001495903 035__ $$9arXiv$$aoai:arXiv.org:1207.4809

================================

4) 000616883 999C5 $$rastro-ph/9902245$$sMon.Not.Roy.Astron.Soc.,303,535

wrong merge undone https://inspirehep.net/record/edit/compare_revisions?recid=495427&rev1=20161007230049&rev2=20151220183445 now 2 records

================================ 6) pdf: Dye, S., Warren, S. J., Hambly, N. C., et al., 2006, MNRAS, 372, 1227 000749213 999C5 $$rastro-ph/0610191$$sMon.Not.Roy.Astron.Soc.,372,1227

https://inspirehep.net/record/edit/compare_revisions?recid=728159&rev1=20170929133621&rev2=20160323223009 had a pubnote for this too, now separate record

000712900 037 $$9arXiv$$aastro-ph/0603608$$castro-ph 000712900 773 $$c1227-1252$$n3$$pMon.Not.Roy.Astron.Soc.$$v372$$y2006

000728159 037 $$9arXiv$$aastro-ph/0610191$$castro-ph 000728159 773 $$c213-226$$n1$$pMon.Not.Roy.Astron.Soc.$$v375$$y2007

712900 is correct, which you see only on the pdf. legacy is correct (by chance).

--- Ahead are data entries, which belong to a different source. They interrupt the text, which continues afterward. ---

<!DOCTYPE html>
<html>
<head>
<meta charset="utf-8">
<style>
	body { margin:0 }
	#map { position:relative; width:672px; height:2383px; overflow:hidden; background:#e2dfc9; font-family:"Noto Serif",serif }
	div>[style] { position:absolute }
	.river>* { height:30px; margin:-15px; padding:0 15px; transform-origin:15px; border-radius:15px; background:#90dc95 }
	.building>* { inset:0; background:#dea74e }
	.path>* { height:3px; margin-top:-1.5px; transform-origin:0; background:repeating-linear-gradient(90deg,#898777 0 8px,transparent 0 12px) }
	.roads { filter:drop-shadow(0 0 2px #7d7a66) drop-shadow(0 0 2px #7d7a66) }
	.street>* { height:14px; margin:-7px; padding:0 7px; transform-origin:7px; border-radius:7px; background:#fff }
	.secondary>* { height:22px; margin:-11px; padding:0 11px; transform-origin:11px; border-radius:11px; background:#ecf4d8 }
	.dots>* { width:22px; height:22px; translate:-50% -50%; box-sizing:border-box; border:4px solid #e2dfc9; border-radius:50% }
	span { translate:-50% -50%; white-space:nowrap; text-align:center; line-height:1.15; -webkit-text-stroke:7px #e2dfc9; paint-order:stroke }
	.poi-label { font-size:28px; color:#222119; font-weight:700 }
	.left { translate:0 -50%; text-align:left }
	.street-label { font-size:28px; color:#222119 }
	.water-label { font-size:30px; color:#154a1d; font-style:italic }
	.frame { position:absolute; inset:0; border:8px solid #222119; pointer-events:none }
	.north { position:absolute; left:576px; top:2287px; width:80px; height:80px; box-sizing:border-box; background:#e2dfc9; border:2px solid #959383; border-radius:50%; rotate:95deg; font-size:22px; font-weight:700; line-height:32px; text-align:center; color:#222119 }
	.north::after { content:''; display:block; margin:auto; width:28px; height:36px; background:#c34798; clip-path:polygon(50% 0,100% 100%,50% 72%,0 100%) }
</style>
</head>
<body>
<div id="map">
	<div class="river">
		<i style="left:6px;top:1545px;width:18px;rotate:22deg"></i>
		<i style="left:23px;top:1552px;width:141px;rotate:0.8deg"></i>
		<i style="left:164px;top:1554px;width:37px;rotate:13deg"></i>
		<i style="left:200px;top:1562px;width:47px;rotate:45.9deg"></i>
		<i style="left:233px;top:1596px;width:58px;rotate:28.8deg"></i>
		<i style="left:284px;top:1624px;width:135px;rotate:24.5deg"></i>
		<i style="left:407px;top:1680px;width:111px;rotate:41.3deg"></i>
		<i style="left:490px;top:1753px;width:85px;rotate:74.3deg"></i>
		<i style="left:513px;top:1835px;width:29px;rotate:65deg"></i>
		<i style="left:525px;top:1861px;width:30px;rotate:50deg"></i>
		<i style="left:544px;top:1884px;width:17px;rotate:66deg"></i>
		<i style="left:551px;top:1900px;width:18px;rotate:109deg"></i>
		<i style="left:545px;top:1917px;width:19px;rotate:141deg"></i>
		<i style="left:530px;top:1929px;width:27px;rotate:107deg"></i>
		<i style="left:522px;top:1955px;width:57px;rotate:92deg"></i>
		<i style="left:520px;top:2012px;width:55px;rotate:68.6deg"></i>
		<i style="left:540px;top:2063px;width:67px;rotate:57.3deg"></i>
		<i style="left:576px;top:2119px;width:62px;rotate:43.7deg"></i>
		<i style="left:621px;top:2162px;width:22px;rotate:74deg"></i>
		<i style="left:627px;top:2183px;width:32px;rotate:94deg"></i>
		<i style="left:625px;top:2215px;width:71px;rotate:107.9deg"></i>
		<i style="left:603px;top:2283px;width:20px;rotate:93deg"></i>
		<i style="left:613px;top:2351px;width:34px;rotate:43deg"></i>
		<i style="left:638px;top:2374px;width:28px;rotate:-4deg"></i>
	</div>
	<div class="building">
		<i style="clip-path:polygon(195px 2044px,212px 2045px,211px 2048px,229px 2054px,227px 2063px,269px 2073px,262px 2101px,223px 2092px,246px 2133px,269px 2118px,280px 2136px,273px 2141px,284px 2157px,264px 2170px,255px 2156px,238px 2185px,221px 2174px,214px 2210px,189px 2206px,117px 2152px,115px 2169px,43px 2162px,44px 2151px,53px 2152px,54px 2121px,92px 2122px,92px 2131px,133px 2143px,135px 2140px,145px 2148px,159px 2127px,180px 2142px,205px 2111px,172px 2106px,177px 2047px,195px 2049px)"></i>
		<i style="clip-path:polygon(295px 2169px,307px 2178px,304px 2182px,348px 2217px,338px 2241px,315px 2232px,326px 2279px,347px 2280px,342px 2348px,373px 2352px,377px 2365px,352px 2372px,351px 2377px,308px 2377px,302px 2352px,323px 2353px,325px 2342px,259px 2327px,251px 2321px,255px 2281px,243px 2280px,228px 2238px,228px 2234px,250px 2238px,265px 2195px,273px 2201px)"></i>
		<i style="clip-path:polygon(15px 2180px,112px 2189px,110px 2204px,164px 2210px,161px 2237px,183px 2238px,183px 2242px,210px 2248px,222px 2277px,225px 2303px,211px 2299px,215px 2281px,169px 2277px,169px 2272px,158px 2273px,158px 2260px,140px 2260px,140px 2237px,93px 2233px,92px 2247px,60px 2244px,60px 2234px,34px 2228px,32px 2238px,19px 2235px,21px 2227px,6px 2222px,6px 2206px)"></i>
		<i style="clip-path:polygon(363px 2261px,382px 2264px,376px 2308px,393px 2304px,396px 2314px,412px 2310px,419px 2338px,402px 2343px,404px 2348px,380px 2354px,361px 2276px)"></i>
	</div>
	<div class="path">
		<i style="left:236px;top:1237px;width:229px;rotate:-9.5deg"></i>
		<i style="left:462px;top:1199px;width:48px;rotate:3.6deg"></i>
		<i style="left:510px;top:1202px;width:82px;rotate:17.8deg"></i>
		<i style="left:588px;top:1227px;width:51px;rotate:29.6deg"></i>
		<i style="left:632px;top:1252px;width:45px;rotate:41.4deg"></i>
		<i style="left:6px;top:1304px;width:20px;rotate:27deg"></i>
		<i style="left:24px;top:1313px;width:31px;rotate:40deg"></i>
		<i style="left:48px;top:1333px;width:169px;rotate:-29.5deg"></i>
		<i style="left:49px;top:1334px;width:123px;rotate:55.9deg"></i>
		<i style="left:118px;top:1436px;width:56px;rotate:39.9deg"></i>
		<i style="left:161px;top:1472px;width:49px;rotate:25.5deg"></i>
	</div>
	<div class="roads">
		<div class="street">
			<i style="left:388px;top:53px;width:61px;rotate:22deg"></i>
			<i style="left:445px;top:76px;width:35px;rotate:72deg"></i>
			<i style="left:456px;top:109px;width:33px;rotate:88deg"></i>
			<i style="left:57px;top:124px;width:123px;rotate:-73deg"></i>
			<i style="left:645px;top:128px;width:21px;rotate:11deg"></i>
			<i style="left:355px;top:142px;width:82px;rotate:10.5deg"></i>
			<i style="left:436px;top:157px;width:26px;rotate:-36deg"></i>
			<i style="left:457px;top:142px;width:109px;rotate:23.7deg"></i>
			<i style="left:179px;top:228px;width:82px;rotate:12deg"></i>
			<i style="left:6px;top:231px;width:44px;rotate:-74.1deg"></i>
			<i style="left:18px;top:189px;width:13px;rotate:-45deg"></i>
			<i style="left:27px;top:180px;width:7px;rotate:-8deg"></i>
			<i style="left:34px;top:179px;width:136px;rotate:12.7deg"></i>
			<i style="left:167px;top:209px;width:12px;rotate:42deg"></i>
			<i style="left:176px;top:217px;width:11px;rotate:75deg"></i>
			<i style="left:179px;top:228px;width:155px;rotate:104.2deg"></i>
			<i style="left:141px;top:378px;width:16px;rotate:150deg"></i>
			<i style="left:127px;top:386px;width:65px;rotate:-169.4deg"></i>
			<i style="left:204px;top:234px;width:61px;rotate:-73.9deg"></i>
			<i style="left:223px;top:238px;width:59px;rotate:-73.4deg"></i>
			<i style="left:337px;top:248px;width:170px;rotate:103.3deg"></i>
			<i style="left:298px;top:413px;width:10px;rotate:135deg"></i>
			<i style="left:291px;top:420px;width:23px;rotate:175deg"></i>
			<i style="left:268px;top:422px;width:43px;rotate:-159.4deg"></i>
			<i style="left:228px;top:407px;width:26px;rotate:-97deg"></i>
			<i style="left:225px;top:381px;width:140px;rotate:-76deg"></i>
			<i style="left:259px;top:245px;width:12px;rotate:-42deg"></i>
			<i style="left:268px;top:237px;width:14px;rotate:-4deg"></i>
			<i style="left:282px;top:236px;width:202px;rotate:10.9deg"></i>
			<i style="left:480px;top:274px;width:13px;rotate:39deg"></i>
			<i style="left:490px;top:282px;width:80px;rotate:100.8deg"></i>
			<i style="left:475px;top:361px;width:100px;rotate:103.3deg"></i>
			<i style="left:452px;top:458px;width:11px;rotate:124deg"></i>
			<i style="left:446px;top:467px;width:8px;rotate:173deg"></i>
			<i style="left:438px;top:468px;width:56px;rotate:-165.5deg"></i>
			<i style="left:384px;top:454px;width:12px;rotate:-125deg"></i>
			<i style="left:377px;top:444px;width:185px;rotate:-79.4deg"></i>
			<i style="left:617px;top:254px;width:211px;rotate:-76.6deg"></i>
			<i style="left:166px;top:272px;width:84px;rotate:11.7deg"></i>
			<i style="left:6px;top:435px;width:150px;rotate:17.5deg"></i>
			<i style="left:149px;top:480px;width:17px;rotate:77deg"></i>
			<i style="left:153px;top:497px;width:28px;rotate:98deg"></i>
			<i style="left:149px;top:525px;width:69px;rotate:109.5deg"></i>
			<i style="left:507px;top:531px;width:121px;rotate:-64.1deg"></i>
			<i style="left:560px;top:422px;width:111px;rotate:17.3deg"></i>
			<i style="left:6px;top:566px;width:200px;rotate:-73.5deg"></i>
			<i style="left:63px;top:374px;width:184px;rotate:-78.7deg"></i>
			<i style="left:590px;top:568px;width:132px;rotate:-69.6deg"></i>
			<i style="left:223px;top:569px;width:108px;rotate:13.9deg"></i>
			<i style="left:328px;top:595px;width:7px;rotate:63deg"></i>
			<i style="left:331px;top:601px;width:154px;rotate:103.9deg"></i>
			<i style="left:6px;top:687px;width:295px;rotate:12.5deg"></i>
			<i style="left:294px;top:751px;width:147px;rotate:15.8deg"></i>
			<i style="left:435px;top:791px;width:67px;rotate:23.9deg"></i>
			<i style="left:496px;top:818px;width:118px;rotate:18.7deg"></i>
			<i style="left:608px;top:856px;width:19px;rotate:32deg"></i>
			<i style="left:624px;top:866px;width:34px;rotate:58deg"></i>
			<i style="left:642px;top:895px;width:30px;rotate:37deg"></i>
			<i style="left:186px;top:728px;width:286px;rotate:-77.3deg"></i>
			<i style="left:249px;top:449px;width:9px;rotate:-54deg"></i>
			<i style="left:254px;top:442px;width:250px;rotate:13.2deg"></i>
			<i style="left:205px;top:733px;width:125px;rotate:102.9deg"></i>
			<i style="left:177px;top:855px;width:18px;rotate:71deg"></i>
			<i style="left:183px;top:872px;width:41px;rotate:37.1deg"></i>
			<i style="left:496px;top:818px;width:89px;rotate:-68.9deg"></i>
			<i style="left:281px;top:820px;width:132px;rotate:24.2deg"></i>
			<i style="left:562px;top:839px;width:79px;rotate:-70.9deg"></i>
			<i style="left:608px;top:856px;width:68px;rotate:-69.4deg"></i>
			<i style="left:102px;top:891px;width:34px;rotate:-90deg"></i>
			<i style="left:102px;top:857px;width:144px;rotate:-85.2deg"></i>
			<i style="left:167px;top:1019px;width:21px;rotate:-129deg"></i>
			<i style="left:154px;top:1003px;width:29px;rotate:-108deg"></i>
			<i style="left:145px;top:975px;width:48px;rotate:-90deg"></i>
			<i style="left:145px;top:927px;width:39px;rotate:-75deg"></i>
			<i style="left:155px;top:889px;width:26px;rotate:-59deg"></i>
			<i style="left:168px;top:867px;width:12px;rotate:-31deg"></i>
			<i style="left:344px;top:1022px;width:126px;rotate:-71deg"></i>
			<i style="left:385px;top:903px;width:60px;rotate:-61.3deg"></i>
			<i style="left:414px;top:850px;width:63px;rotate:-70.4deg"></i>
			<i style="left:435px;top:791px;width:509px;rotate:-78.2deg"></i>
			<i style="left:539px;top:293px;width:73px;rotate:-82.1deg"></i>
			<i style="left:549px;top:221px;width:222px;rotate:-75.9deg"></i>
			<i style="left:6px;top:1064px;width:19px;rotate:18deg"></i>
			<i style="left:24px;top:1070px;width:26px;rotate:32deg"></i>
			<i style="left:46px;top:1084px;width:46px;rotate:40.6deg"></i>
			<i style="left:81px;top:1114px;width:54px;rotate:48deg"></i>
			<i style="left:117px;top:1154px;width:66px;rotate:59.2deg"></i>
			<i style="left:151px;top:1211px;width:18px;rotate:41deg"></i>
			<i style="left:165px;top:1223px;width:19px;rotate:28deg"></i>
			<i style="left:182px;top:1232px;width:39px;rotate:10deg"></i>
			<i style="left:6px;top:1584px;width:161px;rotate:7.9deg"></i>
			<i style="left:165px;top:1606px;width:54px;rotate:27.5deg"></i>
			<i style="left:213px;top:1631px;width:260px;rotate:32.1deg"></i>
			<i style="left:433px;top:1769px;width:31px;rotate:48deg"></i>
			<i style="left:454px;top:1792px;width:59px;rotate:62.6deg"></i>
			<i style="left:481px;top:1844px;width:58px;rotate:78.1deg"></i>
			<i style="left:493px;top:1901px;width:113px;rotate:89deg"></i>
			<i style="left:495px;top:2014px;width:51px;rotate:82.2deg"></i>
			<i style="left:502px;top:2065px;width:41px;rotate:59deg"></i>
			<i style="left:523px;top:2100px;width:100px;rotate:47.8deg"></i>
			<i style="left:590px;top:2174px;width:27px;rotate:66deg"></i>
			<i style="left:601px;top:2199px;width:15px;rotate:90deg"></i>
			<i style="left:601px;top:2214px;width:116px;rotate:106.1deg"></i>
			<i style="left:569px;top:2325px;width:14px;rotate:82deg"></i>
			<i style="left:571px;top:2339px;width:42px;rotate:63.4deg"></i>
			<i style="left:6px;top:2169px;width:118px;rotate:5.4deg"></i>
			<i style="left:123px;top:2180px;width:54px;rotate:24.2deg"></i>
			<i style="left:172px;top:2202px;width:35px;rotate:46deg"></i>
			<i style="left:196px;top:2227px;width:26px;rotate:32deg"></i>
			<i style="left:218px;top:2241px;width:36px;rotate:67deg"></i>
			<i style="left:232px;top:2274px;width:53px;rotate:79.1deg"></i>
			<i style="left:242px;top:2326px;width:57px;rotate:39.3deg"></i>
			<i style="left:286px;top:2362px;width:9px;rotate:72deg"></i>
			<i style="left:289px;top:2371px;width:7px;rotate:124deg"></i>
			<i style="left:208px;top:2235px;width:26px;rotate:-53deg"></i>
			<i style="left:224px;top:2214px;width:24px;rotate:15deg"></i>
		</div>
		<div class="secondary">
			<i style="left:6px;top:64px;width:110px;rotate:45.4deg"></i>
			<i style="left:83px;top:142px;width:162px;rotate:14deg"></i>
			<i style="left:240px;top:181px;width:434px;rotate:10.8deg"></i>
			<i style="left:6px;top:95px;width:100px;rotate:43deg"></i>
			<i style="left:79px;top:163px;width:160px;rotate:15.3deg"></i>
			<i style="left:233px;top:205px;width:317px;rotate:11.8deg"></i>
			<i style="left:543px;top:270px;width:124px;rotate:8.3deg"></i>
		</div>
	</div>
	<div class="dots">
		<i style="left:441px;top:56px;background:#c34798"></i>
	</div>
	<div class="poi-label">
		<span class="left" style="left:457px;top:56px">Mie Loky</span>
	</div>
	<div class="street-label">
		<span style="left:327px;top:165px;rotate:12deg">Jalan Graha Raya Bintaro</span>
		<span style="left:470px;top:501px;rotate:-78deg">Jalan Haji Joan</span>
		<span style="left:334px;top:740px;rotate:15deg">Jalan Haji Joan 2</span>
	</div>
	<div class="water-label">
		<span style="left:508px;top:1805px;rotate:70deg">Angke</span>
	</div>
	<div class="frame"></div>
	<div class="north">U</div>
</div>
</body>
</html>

=============================== 7) legacy metadata: 001085403 999C5 $$rnucl-th/9404019$$sPhys.Rev.,C52,23

wrong merge undone: https://inspirehep.net/record/edit/compare_revisions?recid=37844&rev1=20150729125930&rev2=20150722141650

now 2 records

ksachs commented 6 years ago
  1. recids: 658548 and 682442 - Metadata issues. Both articles have the same start page in the same journal, same volume, same year. That can't be right.

It's correct, they have different pubnote. One is a supplement: Eur.Phys.J. C39S2 (2005) 41-61 Eur.Phys.J. C39 (2005) 41-54

ksachs commented 6 years ago

Proposal: search for spires-style references ($$r, $$s only) with contradicting information. If $$s matches a record, delete (or move to $m) the information in $$r. That way labs and legacy will use the same information.